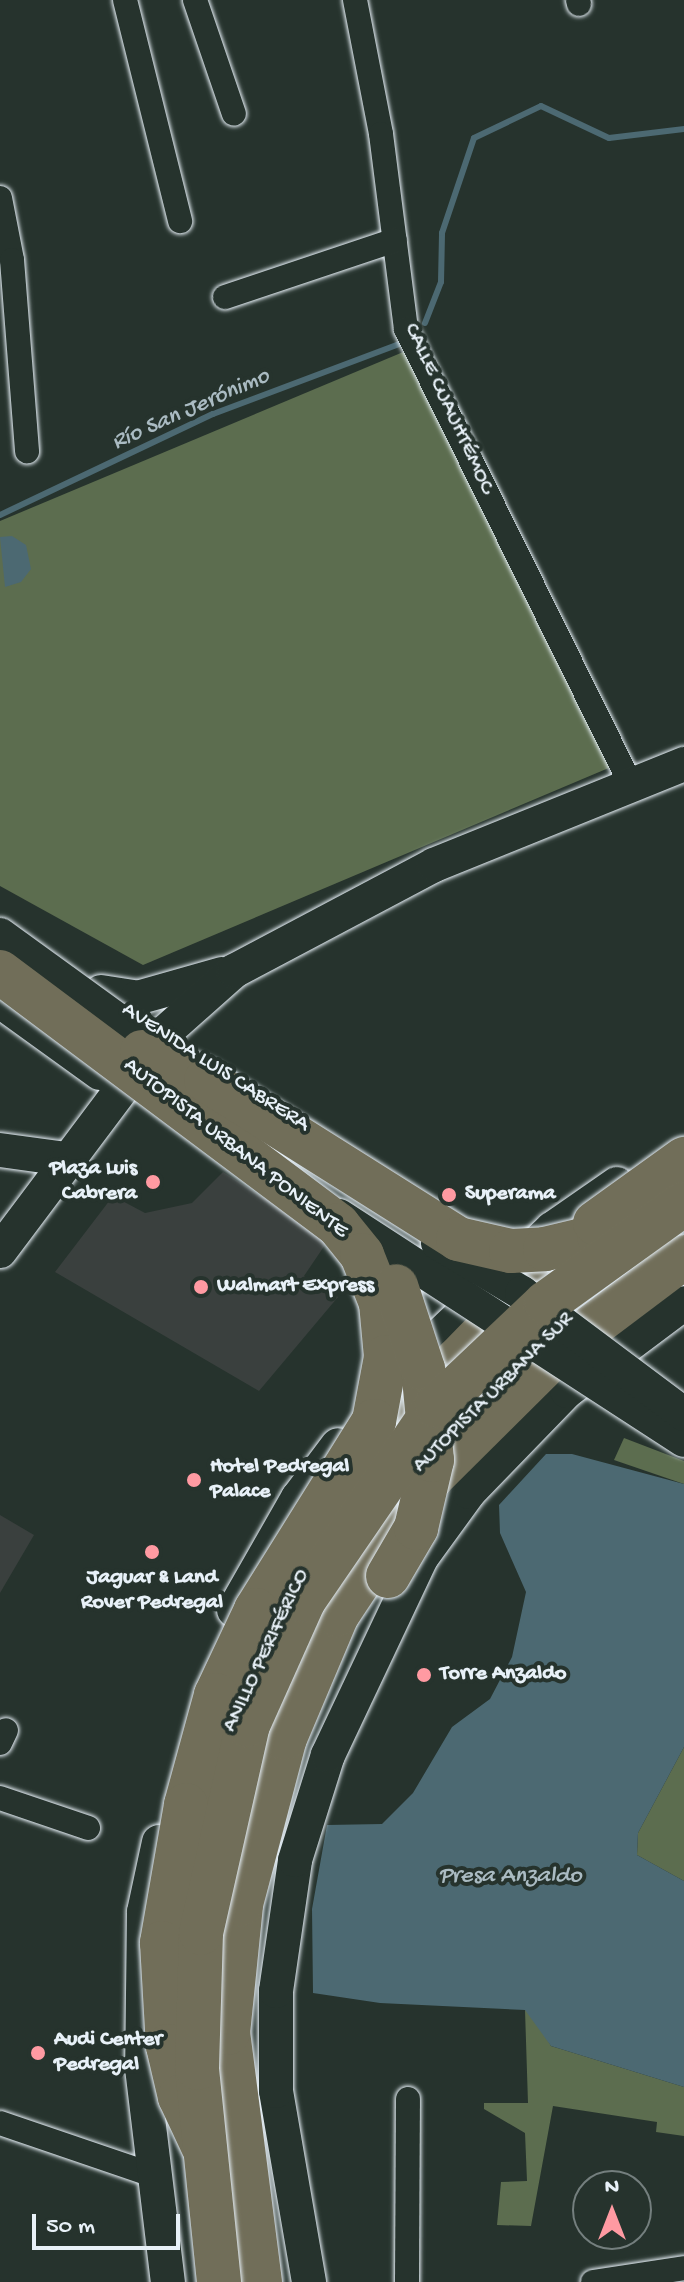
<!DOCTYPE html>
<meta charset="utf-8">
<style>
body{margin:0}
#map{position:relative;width:684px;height:2282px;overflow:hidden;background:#26332d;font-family:"Gochi Hand",sans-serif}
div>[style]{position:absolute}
.built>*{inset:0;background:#3a403e}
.green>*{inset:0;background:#5c6d4f}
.water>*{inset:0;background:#4c6972}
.stream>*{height:6px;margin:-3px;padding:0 3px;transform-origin:3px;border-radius:3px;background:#4c6972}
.roads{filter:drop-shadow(0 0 2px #e8f1f8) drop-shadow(0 0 2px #e8f1f8)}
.street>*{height:24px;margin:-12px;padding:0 12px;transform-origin:12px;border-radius:12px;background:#26332d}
.secondary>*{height:34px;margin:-17px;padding:0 17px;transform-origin:17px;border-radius:17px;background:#26332d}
.highway>*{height:44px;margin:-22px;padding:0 22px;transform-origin:22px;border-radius:22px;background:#716e59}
.bridges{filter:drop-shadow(0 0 2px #e8f1f8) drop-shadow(0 0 2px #e8f1f8)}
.secondary-bridge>*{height:34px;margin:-17px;padding:0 17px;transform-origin:17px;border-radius:17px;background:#26332d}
.highway-bridge>*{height:44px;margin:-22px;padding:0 22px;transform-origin:22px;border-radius:22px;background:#716e59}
.dots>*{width:22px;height:22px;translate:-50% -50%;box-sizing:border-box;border:4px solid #26332d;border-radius:50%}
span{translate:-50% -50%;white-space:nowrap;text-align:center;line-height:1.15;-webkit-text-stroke:8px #26332d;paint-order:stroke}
.street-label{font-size:22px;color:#e8f1f8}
.poi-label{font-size:22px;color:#e8f1f8;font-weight:700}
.right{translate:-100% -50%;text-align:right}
.left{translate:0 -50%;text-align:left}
.water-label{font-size:24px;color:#aabbc2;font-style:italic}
.north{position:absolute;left:572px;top:2170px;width:80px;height:80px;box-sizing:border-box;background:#26332d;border:2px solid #747f7e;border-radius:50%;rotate:0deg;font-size:22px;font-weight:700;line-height:32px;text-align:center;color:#e8f1f8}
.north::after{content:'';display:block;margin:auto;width:28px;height:36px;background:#ff9aa2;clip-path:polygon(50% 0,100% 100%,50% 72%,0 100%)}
.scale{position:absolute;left:32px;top:2214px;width:148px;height:36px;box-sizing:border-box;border:4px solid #e8f1f8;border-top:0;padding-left:10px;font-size:24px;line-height:28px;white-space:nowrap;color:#e8f1f8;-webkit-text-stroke:6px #26332d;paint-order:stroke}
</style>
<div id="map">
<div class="built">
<div style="clip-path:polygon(223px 1172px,329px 1239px,304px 1276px,338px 1297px,259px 1391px,55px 1272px,113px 1196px,145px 1213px,192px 1203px)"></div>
<div style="clip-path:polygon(0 1515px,34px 1535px,0 1593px)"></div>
</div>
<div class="green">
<div style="clip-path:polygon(408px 350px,611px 767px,143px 965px,0 886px,0 521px)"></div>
<div style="clip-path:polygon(624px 1438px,684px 1461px,684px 1484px,614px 1460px)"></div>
<div style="clip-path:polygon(684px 1747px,684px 1881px,637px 1855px,638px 1833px)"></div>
<div style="clip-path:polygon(525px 2010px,533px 2014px,551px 2046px,684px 2087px,684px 2136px,656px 2132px,657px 2122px,553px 2106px,531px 2226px,497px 2225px,501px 2182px,527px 2181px,525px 2133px,484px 2109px,484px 2103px,528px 2103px)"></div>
</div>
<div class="water">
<div style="clip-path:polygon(12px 536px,26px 545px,31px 569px,21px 582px,5px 587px,0 537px)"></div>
<div style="clip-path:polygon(546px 1454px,572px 1454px,684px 1484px,684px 1747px,638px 1833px,637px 1855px,684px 1881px,684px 2087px,551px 2046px,525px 2010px,380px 2003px,313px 1993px,312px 1909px,327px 1825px,382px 1824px,413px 1793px,452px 1727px,490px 1699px,512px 1657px,526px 1592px,500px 1533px,499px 1505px)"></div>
</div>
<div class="stream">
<div style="left:425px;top:323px;width:44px;rotate:-68.7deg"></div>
<div style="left:441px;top:282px;width:49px;rotate:-88.8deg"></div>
<div style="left:442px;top:233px;width:100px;rotate:-71.4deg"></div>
<div style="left:474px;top:138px;width:74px;rotate:-25.5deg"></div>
<div style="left:541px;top:106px;width:75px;rotate:25.2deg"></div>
<div style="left:609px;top:138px;width:76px;rotate:-6.8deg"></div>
<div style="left:0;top:515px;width:236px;rotate:-25.4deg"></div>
<div style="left:213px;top:414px;width:199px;rotate:-20.6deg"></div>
</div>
<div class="roads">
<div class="street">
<div style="left:125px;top:0;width:228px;rotate:76deg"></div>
<div style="left:195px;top:0;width:120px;rotate:71.1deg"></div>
<div style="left:355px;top:0;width:136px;rotate:79deg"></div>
<div style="left:381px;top:134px;width:197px;rotate:82.7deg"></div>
<div style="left:406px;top:329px;width:513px;rotate:63.73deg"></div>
<div style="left:578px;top:0;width:4px;rotate:76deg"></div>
<div style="left:0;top:198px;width:63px;rotate:79deg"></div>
<div style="left:12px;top:260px;width:192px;rotate:85.5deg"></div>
<div style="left:225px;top:297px;width:179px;rotate:-18.5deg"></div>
<div style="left:0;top:1743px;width:14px;rotate:-65deg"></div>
<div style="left:0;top:1798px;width:93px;rotate:18.8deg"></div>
<div style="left:0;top:2123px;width:162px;rotate:18.8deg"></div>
<div style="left:407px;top:2282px;width:183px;rotate:-89.7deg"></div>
<div style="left:593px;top:2282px;width:92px;rotate:-8.7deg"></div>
</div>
<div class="secondary">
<div style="left:101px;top:992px;width:36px;rotate:9deg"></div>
<div style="left:137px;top:998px;width:88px;rotate:-15.8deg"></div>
<div style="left:0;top:1001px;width:123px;rotate:35.8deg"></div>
<div style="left:0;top:1150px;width:67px;rotate:7.8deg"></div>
<div style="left:0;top:1251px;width:270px;rotate:-53.1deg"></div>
<div style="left:162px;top:1035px;width:96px;rotate:-41.6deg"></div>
<div style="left:234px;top:971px;width:226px;rotate:-27.9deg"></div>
<div style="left:434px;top:865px;width:270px;rotate:-22deg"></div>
<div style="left:404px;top:1369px;width:204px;rotate:-43.4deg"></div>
<div style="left:552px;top:1229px;width:79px;rotate:-34.7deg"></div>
<div style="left:234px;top:1610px;width:129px;rotate:-60.3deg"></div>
<div style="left:298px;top:1498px;width:66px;rotate:-53deg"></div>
<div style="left:159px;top:1842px;width:72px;rotate:102.1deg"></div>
<div style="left:144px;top:1912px;width:156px;rotate:90.7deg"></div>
<div style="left:142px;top:2068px;width:216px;rotate:83.1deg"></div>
<div style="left:309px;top:2282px;width:194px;rotate:-99.8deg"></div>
<div style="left:276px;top:2091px;width:100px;rotate:-90deg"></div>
<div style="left:276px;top:1991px;width:132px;rotate:-81.7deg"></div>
<div style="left:295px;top:1860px;width:110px;rotate:-72.6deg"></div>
<div style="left:328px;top:1755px;width:218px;rotate:-64.7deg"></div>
<div style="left:421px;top:1558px;width:82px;rotate:-54deg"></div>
<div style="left:469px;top:1492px;width:141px;rotate:-45.9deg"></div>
<div style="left:567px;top:1391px;width:146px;rotate:-36.9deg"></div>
</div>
<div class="highway">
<div style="left:360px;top:1480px;width:73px;rotate:-55.7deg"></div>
<div style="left:401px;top:1420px;width:83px;rotate:-46.9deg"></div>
<div style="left:458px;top:1359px;width:105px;rotate:-45.8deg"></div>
<div style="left:531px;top:1284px;width:82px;rotate:-36.6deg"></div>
<div style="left:260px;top:2282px;width:251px;rotate:-97.3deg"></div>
<div style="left:228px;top:2033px;width:130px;rotate:-84.2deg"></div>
<div style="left:241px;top:1904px;width:172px;rotate:-75.2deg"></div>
<div style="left:285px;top:1738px;width:134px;rotate:-67.1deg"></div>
<div style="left:337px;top:1615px;width:154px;rotate:-56.4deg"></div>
<div style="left:422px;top:1487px;width:192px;rotate:-44.8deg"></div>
<div style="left:558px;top:1352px;width:158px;rotate:-37deg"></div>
</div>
</div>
<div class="bridges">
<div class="secondary-bridge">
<div style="left:0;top:935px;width:211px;rotate:35.9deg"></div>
<div style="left:339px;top:1216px;width:411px;rotate:33deg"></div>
<div style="left:438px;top:1243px;width:98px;rotate:30.8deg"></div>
<div style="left:522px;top:1293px;width:202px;rotate:36.8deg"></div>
</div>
<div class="highway-bridge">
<div style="left:0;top:972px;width:422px;rotate:36.8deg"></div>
<div style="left:338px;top:1225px;width:38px;rotate:51deg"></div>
<div style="left:362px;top:1255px;width:52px;rotate:68.4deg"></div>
<div style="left:381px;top:1303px;width:54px;rotate:84.7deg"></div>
<div style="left:386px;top:1357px;width:65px;rotate:100.6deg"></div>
<div style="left:374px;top:1421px;width:223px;rotate:122deg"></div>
<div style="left:256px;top:1610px;width:94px;rotate:115.2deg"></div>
<div style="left:216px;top:1695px;width:114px;rotate:105.3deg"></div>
<div style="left:186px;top:1805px;width:140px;rotate:99.9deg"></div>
<div style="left:162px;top:1943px;width:103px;rotate:86.7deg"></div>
<div style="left:168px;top:2046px;width:52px;rotate:76.8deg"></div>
<div style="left:180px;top:2097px;width:54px;rotate:64.9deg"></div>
<div style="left:142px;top:1052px;width:70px;rotate:23.6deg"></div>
<div style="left:206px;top:1080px;width:298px;rotate:32.2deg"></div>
<div style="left:458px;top:1239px;width:54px;rotate:12.8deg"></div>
<div style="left:511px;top:1251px;width:34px;rotate:-3deg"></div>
<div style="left:545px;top:1249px;width:56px;rotate:-13.5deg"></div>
<div style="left:599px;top:1236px;width:38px;rotate:-29deg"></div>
<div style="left:595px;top:1223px;width:110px;rotate:-35.7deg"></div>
<div style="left:388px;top:1576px;width:56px;rotate:-59.7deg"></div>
<div style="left:416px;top:1528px;width:70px;rotate:-76.8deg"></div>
<div style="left:432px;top:1460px;width:91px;rotate:-95.6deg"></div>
<div style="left:423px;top:1369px;width:87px;rotate:-108deg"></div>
<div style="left:219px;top:2282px;width:215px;rotate:-95.9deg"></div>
<div style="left:197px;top:2068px;width:135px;rotate:-88.3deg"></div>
<div style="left:201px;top:1933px;width:213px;rotate:-77.3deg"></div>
<div style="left:248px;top:1725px;width:137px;rotate:-65.9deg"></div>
<div style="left:304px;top:1600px;width:235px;rotate:-55.6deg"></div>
<div style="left:437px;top:1406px;width:150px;rotate:-43.4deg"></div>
<div style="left:546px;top:1303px;width:170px;rotate:-35.7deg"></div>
</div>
</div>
<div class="dots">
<div style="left:153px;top:1182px;background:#ff9aa2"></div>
<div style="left:449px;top:1195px;background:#ff9aa2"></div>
<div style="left:201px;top:1287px;background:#ff9aa2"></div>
<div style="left:194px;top:1480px;background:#ff9aa2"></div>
<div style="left:152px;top:1552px;background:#ff9aa2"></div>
<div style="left:424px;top:1675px;background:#ff9aa2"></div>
<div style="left:38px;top:2053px;background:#ff9aa2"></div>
</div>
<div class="street-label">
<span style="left:448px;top:409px;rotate:65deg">CALLE CUAUHTÉMOC</span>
<span style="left:215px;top:1068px;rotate:33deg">AVENIDA LUIS CABRERA</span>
<span style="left:235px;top:1149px;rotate:38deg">AUTOPISTA URBANA PONIENTE</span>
<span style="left:494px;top:1393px;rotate:-45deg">AUTOPISTA URBANA SUR</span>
<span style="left:267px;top:1651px;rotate:-65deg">ANILLO PERIFÉRICO</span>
</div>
<div class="poi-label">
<span class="right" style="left:137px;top:1182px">Plaza Luis<br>Cabrera</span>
<span class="left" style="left:465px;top:1195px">Superama</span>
<span class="left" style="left:217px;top:1287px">Walmart Express</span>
<span class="left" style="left:210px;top:1480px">Hotel Pedregal<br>Palace</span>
<span style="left:152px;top:1591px">Jaguar &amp; Land<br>Rover Pedregal</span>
<span class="left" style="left:440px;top:1675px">Torre Anzaldo</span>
<span class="left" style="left:54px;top:2053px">Audi Center<br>Pedregal</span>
</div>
<div class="water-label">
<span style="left:191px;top:410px;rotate:-24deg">Río San Jerónimo</span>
<span style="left:510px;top:1877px">Presa Anzaldo</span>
</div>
<div class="north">N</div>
<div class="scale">50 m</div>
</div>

──────────────────────────────

(Work request):
What lines in the data above carry "stream"? Return them all.

(Answer to this task):
.stream>*{height:6px;margin:-3px;padding:0 3px;transform-origin:3px;border-radius:3px;background:#4c6972}
<div class="stream">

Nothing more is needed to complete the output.